+++ The data +++
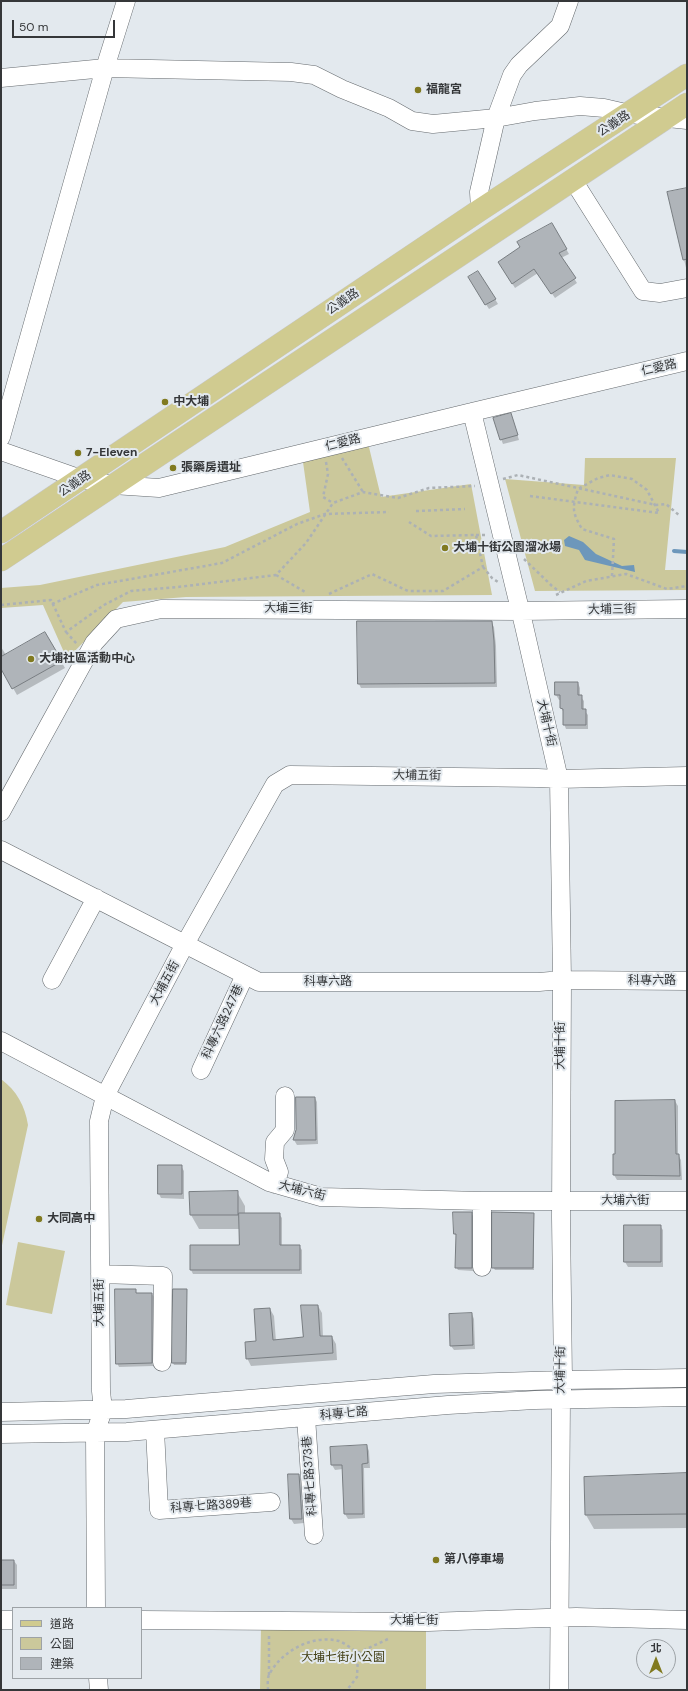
<!DOCTYPE html>
<html>
<head>
<meta charset="utf-8">
<style>
	body { margin:0 }
	#map { position:relative; width:688px; height:1691px; overflow:hidden; background:#e3e9ee; font-family:"DM Sans","Noto Sans TC",sans-serif }
	canvas { display:block }
	.frame { position:absolute; inset:0; border:2px solid #353739; pointer-events:none }
	.legend { position:absolute; left:12px; top:1607px; width:130px; height:72px; box-sizing:border-box; background:#e3e9ee; border:1px solid #9da2a6; margin:0; padding:5px 7px; list-style:none; font-size:12px; color:#353739 }
	.legend li { display:flex; align-items:center; gap:8px; height:20px }
	.legend b { width:20px; border:1px solid #9da2a6 }
	.north { position:absolute; left:636px; top:1639px; width:40px; height:40px; box-sizing:border-box; background:#e3e9ee; border:1px solid #9da2a6; border-radius:50%; rotate:0deg; font-size:11px; font-weight:700; line-height:16px; text-align:center; color:#353739 }
	.north::after { content:''; display:block; margin:auto; width:14px; height:18px; background:#817a20; clip-path:polygon(50% 0,100% 100%,50% 72%,0 100%) }
	.scale { position:absolute; left:12px; top:20px; width:103px; height:18px; box-sizing:border-box; border:2px solid #353739; border-top:0; padding-left:5px; font-size:12px; line-height:14px; white-space:nowrap; color:#353739; -webkit-text-stroke:3px #e3e9ee; paint-order:stroke }
</style>
</head>
<body>
<div id="map">
<canvas width="688" height="1691"></canvas>
<div class="frame"></div>
<ul class="legend">
<li><b style="height:5px;background:#d0cb90"></b>道路</li>
<li><b style="height:11px;background:#cbc89b"></b>公園</li>
<li><b style="height:11px;background:#afb4b9"></b>建築</li>
</ul>
<div class="north">北</div>
<div class="scale">50 m</div>
</div>
<script>
const c = document.querySelector('canvas').getContext('2d');
c.lineJoin = 'round';
function paint(path, color) {
  c.fillStyle = color;
  c.fill(path, 'evenodd');
}
function trace(path, color, width, dash) {
  c.strokeStyle = color;
  c.lineWidth = width;
  c.lineCap = dash ? 'butt' : 'round';
  c.setLineDash(dash || []);
  c.stroke(path);
}
function drawText(font, color, halo, rows, align = 'center') {
  c.font = font + ' "DM Sans","Noto Sans TC",sans-serif';
  c.lineWidth = 4;
  c.setLineDash([]);
  c.textBaseline = 'middle';
  c.strokeStyle = halo;
  c.fillStyle = color;
  for (const [text, x, y, turn = 0] of rows) {
    c.save();
    c.translate(x, y);
    c.rotate((+turn || 0) * Math.PI / 180);
    c.textAlign = isNaN(turn) ? turn : align;
    if (halo) c.strokeText(text, 0, 0);
    c.fillText(text, 0, 0);
    c.restore();
  }
}
const green = new Path2D(`
	M368,443L381,497L471,484L492,595L186,597L123,602L67,659L43,605L1,608V588L40,585L225,547L310,512L303,462Z
	M585,458H676L665,570H687V590L535,591L505,479L584,485Z
	M1,1079C17,1091 25,1106 28,1125L1,1250Z
	M18,1242L65,1251L52,1314L6,1305Z
	M261,1625L426,1626V1690H260Z`);
const water = new Path2D(`
	M569,536L583,542L596,554L622,566L634,565L635,572L585,560L579,550L565,546L564,540Z`);
const shadow = new Path2D(`
	M687,189V272L668,193Z
	M552,224L569,254L561,258L577,283L555,298L538,273L515,288L502,267Z
	M478,272L498,304L489,309L469,278Z
	M511,415L519,440L503,444L501,439Z
	M491,622L494,627L496,646L497,687L361,688L359,684Z
	M45,633L65,668L17,695L1,667V647L6,655Z
	M578,683L580,688V696L584,701V710L588,715V729H566L564,724V713L561,708V700H559L556,695Z
	M315,1098L317,1102L318,1144L297,1145L294,1140L296,1130Z
	M675,1101L678,1106V1155L681,1160L682,1180H617L614,1175V1155Z
	M181,1166L184,1171V1199L161,1198L159,1194Z
	M237,1192L245,1206V1214H279L282,1218V1246H299L302,1250V1274H193L191,1270L240,1246V1229H199L191,1215L190,1193Z
	M471,1213L473,1216V1271L458,1270L456,1267L457,1237L455,1234Z
	M533,1214L534,1217V1270H495L493,1267Z
	M625,1226H660L663,1230V1267H628L625,1262Z
	M135,1290L137,1294H152L154,1297L153,1366L119,1367L117,1363Z
	M186,1290V1365H174L173,1363Z
	M318,1306L322,1313L323,1337H332L336,1344L337,1360L251,1366L247,1358L257,1342L270,1309L274,1316L276,1341L304,1338Z
	M472,1314L474,1319L475,1349L454,1350L451,1346Z
	M367,1446L369,1451L370,1468H364L365,1518L348,1519L345,1514L343,1469L335,1470L332,1465Z
	M299,1475L301,1479L304,1523L294,1524L291,1519Z
	M687,1475V1528L594,1529L586,1515L585,1478Z
	M1,1561H14L17,1565V1589H1Z`);
const stream = new Path2D(`
	M674,551L687,552`);
const building = new Path2D(`
	M687,188V259L683,260L667,192Z
	M552,223L567,249L559,253L576,278L551,294L534,269L512,284L498,262L520,247L517,242Z
	M478,271L496,299L485,305L468,277Z
	M511,413L518,435L500,440L493,418Z
	M357,621H492L494,641L495,683L358,684Z
	M45,632L62,661L12,689L1,669V657Z
	M555,682H578V695H582V709H586V725H563V709L560,708V695H555Z
	M296,1097H315L316,1140H293L296,1130Z
	M675,1100L676,1154H679L680,1176L613,1175V1154H615V1101Z
	M158,1165H182V1194H158Z
	M238,1191V1215H190L189,1192Z
	M453,1212H472V1268H455L456,1234H454Z
	M492,1212L534,1213L533,1268H492Z
	M239,1213H280V1245H300V1270H190V1245H239Z
	M624,1225H661V1262H624Z
	M115,1289H136V1293H152V1363L116,1364Z
	M173,1289H187L186,1363H172Z
	M301,1305H318L320,1336H332L333,1353L246,1359L245,1342L256,1341L254,1309L270,1308L273,1340L294,1338L303,1337Z
	M472,1313L473,1345L450,1346L449,1314Z
	M367,1445L368,1463L362,1464L363,1514H344L342,1465H331L330,1447Z
	M687,1473V1514L585,1515L584,1477Z
	M288,1474H299L302,1519H290Z
	M1,1560H14V1585H1Z`);
const path = new Path2D(`
	M342,458L363,492
	M326,462L328,474L323,497L333,503
	M503,479L518,475L656,505L666,504L680,516
	M530,496L659,513L647,490L632,479L610,475L598,478L578,489C572,508 572,512 582,529L614,539L612,576
	M416,511L465,509
	M476,535H488
	M524,559L552,586L560,592
	M483,567L492,578L498,582
	M276,575L307,593
	M329,594L372,574L408,591H443L483,567L476,535L431,536L409,522
	M556,595L586,581L626,574L667,589L687,586
	M52,604L97,585L222,563L297,524L325,514L389,512
	M1,605L51,600L66,632L104,605L131,591L178,587L276,575L306,543L333,503L363,492L398,498L429,488L475,486
	M66,632L77,644
	M358,1653L390,1638
	M269,1675V1636
	M268,1690C268,1686 267,1679 269,1675C281,1651 313,1634 339,1641C345,1643 352,1649 358,1653L357,1677L347,1690`);
const minor = new Path2D(`
	M1,78L105,68L291,72L314,75L342,89L389,108L412,121L433,124L496,118L535,111L580,106L604,108L630,114L687,120
	M573,180L643,291L660,293L687,288
	M480,210L479,192L496,118L512,75L519,65L560,26L569,1
	M472,412L524,626L559,779L562,980L561,1217L563,1380L561,1398L559,1690
	M1,437L105,68L126,1
	M1,451L81,479L113,485L159,488L472,412L687,361
	M1,812L94,643L116,619L161,609L520,611L687,609
	M1,850L259,982H539L562,980L687,981
	M52,980L96,898
	M1,1041L269,1182L321,1197L482,1201H687
	M201,1070L245,975
	M275,1184L279,1172L274,1159L275,1142L285,1130V1096
	M482,1267V1201
	M100,1274L163,1276L162,1362
	M1,1412L126,1409L434,1384L563,1380L687,1378
	M306,1417L314,1535
	M155,1430L159,1510L271,1502
	M1,1434L127,1432L448,1405L535,1400L687,1397
	M96,1608L95,1434L103,1410L101,1391L99,1121L105,1096L185,944L275,784L290,775L538,778L559,779L687,776
	M1,1620H13
	M141,1620L428,1622L576,1617L687,1620
	M98,1678L99,1690`);
const major = new Path2D(`
	M1,532L480,210L687,75
	M1,560L687,104`);
const markers = [
	[418,90,4,"#817a20"],
	[165,402,4,"#817a20"],
	[78,453,4,"#817a20"],
	[173,468,4,"#817a20"],
	[445,548,4,"#817a20"],
	[31,659,4,"#817a20"],
	[39,1219,4,"#817a20"],
	[436,1560,4,"#817a20"]
];
const poiNames = [
	["福龍宮",426,90],
	["中大埔",173,402],
	["7-Eleven",86,453],
	["張藥房遺址",181,468],
	["大埔十街公園溜冰場",453,548],
	["大埔社區活動中心",39,659],
	["大同高中",47,1219],
	["第八停車場",444,1560]
];
const streetNames = [
	["公義路",614,124,-33],
	["公義路",343,302,-34],
	["仁愛路",659,368,-13],
	["仁愛路",343,443,-14],
	["公義路",75,484,-34],
	["大埔三街",288,609],
	["大埔三街",612,610,-1],
	["大埔十街",546,723,77],
	["大埔五街",417,776,1],
	["科專六路",652,981],
	["科專六路",328,982],
	["大埔五街",165,983,-62],
	["科專六路247巷",223,1022,-65],
	["大埔十街",561,1046,-90],
	["大埔六街",302,1191,14],
	["大埔六街",625,1201],
	["大埔五街",100,1303,-90],
	["大埔十街",561,1370,-89],
	["科專七路",344,1414,-5],
	["科專七路373巷",310,1476,-94],
	["科專七路389巷",211,1506,-4],
	["大埔七街",414,1621]
];
const parkNames = [
	["大埔七街小公園",343,1658]
];
paint(green, '#cbc89b');
paint(water, '#6d97bb');
paint(shadow, '#0003');
trace(stream, '#6d97bb', 4);
paint(building, '#afb4b9');
trace(building, '#787d81', 1);
trace(minor, '#656a6e', 19);
trace(major, '#c6c7c8', 23);
trace(path, '#acb1b5', 2.5, [3, 3]);
trace(minor, '#fff', 18);
trace(major, '#d0cb90', 22);
for (const [x, y, r, color] of markers) {
  const dot = new Path2D();
  dot.arc(x, y, r, 0, 2 * Math.PI);
  c.fillStyle = color;
  c.fill(dot);
  trace(dot, '#e3e9ee', 1.5);
}
drawText('bold 12px', '#353739', '#e3e9ee', poiNames, 'left');
drawText('12px', '#353739', '#e3e9ee', streetNames);
drawText('12px', '#444117', '#e3e9ee', parkNames);
</script>
</body>
</html>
+++
Exercise prompt:
There is a run of lines above from the one with "M482,1267V1201" to the one with "M1,532L480,210L687,75"; print exactly that run, both ends included, and nothing else.

Written response:
	M482,1267V1201
	M100,1274L163,1276L162,1362
	M1,1412L126,1409L434,1384L563,1380L687,1378
	M306,1417L314,1535
	M155,1430L159,1510L271,1502
	M1,1434L127,1432L448,1405L535,1400L687,1397
	M96,1608L95,1434L103,1410L101,1391L99,1121L105,1096L185,944L275,784L290,775L538,778L559,779L687,776
	M1,1620H13
	M141,1620L428,1622L576,1617L687,1620
	M98,1678L99,1690`);
const major = new Path2D(`
	M1,532L480,210L687,75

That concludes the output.